Die fehlende Eignung einer Betreuungsperson wegen pädophiler Neigungen setzt keine Anklageerhebung oder Verurteilung im strafrechtlichen Sinne voraus
VGH Baden-Württemberg, Beschluss vom 23. April 2019
Az. 12 S 675/19
Der Antragsteller ist ein im Ruhestand befindlicher evangelischer Pfarrer, der wegen sexuellem Missbrauchs von Kindern rechtskräftig verurteilt ist. Diese Verurteilung ist länger als 20 Jahre her und nach Ablauf der Tilgungsfrist aus dem Führungszeugnis gelöscht (§§ 45 ff. BZRG aF). Seit diesem Zeitpunkt ist der Antragsteller nicht mehr strafrechtlich in Erscheinung getreten.
Am 14. Dezember 2018 nahm der Antragsgegner die dem Antragsteller mit Bescheid vom 24. Juli 2018 erteilte Erlaubnis zur Kindertagespflege gemäß § 45 SGB X zurück und ordnete gemäß § 80 Abs. 2 S. 1 Nr. 4 VwGO die sofortige Vollziehung der Verfügung an. Zur Begründung führte der Antragsgegner aus, die zurückliegende Verurteilung des Antragstellers sei trotz Tilgung im Bundeszentralregister noch verwertbar und stünde ebenso wie seine fehlende Einsicht und Verharmlosungstendenzen bezüglich seiner Straftaten seiner Eignung als Tagespflegeperson gemäß § 43 Abs. 2 S. 4 iVm § 72a Abs. 1 SGB VIII entgegen.
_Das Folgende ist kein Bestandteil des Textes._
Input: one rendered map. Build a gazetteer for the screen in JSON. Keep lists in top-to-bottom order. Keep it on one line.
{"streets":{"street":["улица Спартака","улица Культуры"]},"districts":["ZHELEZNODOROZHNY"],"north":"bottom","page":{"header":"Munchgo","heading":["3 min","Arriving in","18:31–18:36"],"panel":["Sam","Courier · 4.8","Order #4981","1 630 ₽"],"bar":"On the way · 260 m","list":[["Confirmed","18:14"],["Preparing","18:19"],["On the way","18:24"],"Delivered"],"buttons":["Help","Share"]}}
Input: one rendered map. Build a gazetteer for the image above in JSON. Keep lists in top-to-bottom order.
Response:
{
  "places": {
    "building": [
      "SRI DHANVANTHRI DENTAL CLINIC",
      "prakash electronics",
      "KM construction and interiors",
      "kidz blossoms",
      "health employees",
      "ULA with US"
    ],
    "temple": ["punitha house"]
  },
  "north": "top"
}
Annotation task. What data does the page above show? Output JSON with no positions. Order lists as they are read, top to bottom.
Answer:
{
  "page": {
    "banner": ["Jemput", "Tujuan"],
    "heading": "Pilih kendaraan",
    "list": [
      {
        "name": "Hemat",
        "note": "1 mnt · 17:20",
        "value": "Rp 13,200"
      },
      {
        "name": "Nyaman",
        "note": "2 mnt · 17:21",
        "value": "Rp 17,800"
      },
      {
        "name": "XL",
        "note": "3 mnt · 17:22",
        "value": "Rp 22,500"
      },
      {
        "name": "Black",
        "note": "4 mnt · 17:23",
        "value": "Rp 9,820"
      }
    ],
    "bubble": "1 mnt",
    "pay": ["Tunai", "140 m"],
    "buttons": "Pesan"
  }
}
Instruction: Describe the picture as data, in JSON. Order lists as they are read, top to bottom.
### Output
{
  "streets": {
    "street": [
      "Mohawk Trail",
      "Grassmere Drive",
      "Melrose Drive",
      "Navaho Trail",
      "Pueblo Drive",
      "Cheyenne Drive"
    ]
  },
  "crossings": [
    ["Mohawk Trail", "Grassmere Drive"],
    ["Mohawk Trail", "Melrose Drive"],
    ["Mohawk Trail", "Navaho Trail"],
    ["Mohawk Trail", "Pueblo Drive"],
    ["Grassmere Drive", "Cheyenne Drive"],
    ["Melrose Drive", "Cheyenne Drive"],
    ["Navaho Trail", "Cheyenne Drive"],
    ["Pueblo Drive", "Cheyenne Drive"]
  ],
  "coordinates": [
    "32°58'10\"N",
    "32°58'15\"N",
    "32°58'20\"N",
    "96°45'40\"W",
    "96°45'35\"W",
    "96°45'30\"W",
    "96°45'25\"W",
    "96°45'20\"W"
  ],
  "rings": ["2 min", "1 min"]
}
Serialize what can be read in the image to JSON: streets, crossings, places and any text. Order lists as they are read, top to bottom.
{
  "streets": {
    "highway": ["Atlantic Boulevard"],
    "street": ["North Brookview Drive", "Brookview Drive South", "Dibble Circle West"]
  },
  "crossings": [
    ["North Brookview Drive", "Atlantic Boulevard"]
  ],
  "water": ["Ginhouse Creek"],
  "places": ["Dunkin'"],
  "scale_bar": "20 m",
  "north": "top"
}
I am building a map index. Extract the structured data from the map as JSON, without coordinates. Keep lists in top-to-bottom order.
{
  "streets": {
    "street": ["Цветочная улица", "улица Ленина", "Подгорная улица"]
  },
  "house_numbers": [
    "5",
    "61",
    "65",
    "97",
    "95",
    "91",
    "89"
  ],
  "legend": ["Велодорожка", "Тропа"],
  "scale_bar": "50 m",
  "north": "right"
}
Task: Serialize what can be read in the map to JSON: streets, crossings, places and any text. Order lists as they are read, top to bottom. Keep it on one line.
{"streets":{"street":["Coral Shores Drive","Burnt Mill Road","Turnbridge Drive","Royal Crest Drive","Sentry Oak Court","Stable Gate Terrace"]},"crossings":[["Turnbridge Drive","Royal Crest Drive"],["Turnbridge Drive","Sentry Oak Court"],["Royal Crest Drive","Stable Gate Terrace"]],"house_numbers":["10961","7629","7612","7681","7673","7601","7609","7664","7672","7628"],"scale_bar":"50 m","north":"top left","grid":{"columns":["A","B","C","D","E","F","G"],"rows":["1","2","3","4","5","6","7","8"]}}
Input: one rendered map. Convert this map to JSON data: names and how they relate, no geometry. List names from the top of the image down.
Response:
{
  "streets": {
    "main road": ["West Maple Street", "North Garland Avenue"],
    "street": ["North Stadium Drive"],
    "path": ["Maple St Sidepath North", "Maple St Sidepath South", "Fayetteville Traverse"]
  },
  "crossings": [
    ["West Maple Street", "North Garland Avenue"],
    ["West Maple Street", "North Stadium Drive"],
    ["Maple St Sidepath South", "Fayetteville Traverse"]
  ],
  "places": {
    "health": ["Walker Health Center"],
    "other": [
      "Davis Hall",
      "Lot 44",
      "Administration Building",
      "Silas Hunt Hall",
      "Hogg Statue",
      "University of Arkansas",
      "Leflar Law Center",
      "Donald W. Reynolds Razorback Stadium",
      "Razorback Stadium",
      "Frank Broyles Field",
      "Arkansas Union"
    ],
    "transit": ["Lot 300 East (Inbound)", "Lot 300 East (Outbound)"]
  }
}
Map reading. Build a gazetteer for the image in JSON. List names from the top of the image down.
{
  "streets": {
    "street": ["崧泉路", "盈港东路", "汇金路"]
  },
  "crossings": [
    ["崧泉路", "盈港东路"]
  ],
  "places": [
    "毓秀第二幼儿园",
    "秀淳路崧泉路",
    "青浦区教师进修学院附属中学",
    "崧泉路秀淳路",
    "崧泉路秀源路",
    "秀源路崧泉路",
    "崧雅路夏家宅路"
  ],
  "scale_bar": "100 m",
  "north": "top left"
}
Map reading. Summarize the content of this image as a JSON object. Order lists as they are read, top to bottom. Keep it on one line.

Gegen diesen Bescheid hat der Antragsteller am 9. Januar 2019 Widerspruch eingelegt und einen Antrag auf Wiederherstellung der aufschiebenden Wirkung des Widerspruchs gestellt.
Das Verwaltungsgericht hat die aufschiebende Wirkung des Widerspruchs des Antragstellers gegen den Bescheid des Antragsgegners unter Auflagen wiederhergestellt. Im Übrigen hat es den Antrag abgelehnt.
Der Verwaltungsgerichtshof hat den Antrag des Antragstellers mit Beschluss vom 23. April 2019 insgesamt abgelehnt. Bei der Beurteilung der Erfolgsaussichten des Rechtsbehelfs kommt das Gericht in summarischer Prüfung zu dem Schluss, dass die Rücknahme der Erlaubnis der Kindertagespflege gemäß § 45 Abs. 1 und Abs. 2 SGB X voraussichtlich rechtmäßig war. Das Vertrauen des Antragstellers auf den Bestand der ihm erteilten Tagespflegeerlaubnis sei wegen des überragenden öffentlichen Interesse des Kinder- und Jugendschutzes insoweit nicht schutzwürdig.
Aufgrund der in der Vergangenheit praktizierten pädophilen Neigungen des Antragstellers bestehe ein für die Betreuung von Kindern in der Tagespflege nicht verantwortbares Risiko, dass die Eignung als Tagespflegeperson gemäß § 43 Abs. 2 S. 1 und 2 SGB VIII ausschließe. Zwar könne erst im Hauptsacheverfahren geklärt werden, ob dem Antragsteller die Taten und die Verurteilung im Rahmen des § 43 Abs. 2 S. 4, § 72a Abs. 1 S. 1 und 2 SGB VIII nicht mehr vorgehalten und auch nicht zu seinem Nachteil verwendet werden dürfen. Doch sei der Begriff der Eignung als Tagespflegeperson als unbestimmter Rechtsbegriff der vollen gerichtlichen Überprüfung unterlegen und umfasse neben den ausdrücklich im Gesetz aufgezählten Anforderungen auch, dass in der Pflegestelle keine anderen für die Entwicklung der aufgenommenen Kinder schädlichen Risiken vorhanden seien. Dabei könnten auch pädophile Neigungen, selbst ohne Verurteilung, berücksichtigt werden. Die fehlende Eignung setze für sich genommen keine diesbezügliche Anklageerhebung oder Verurteilung voraus.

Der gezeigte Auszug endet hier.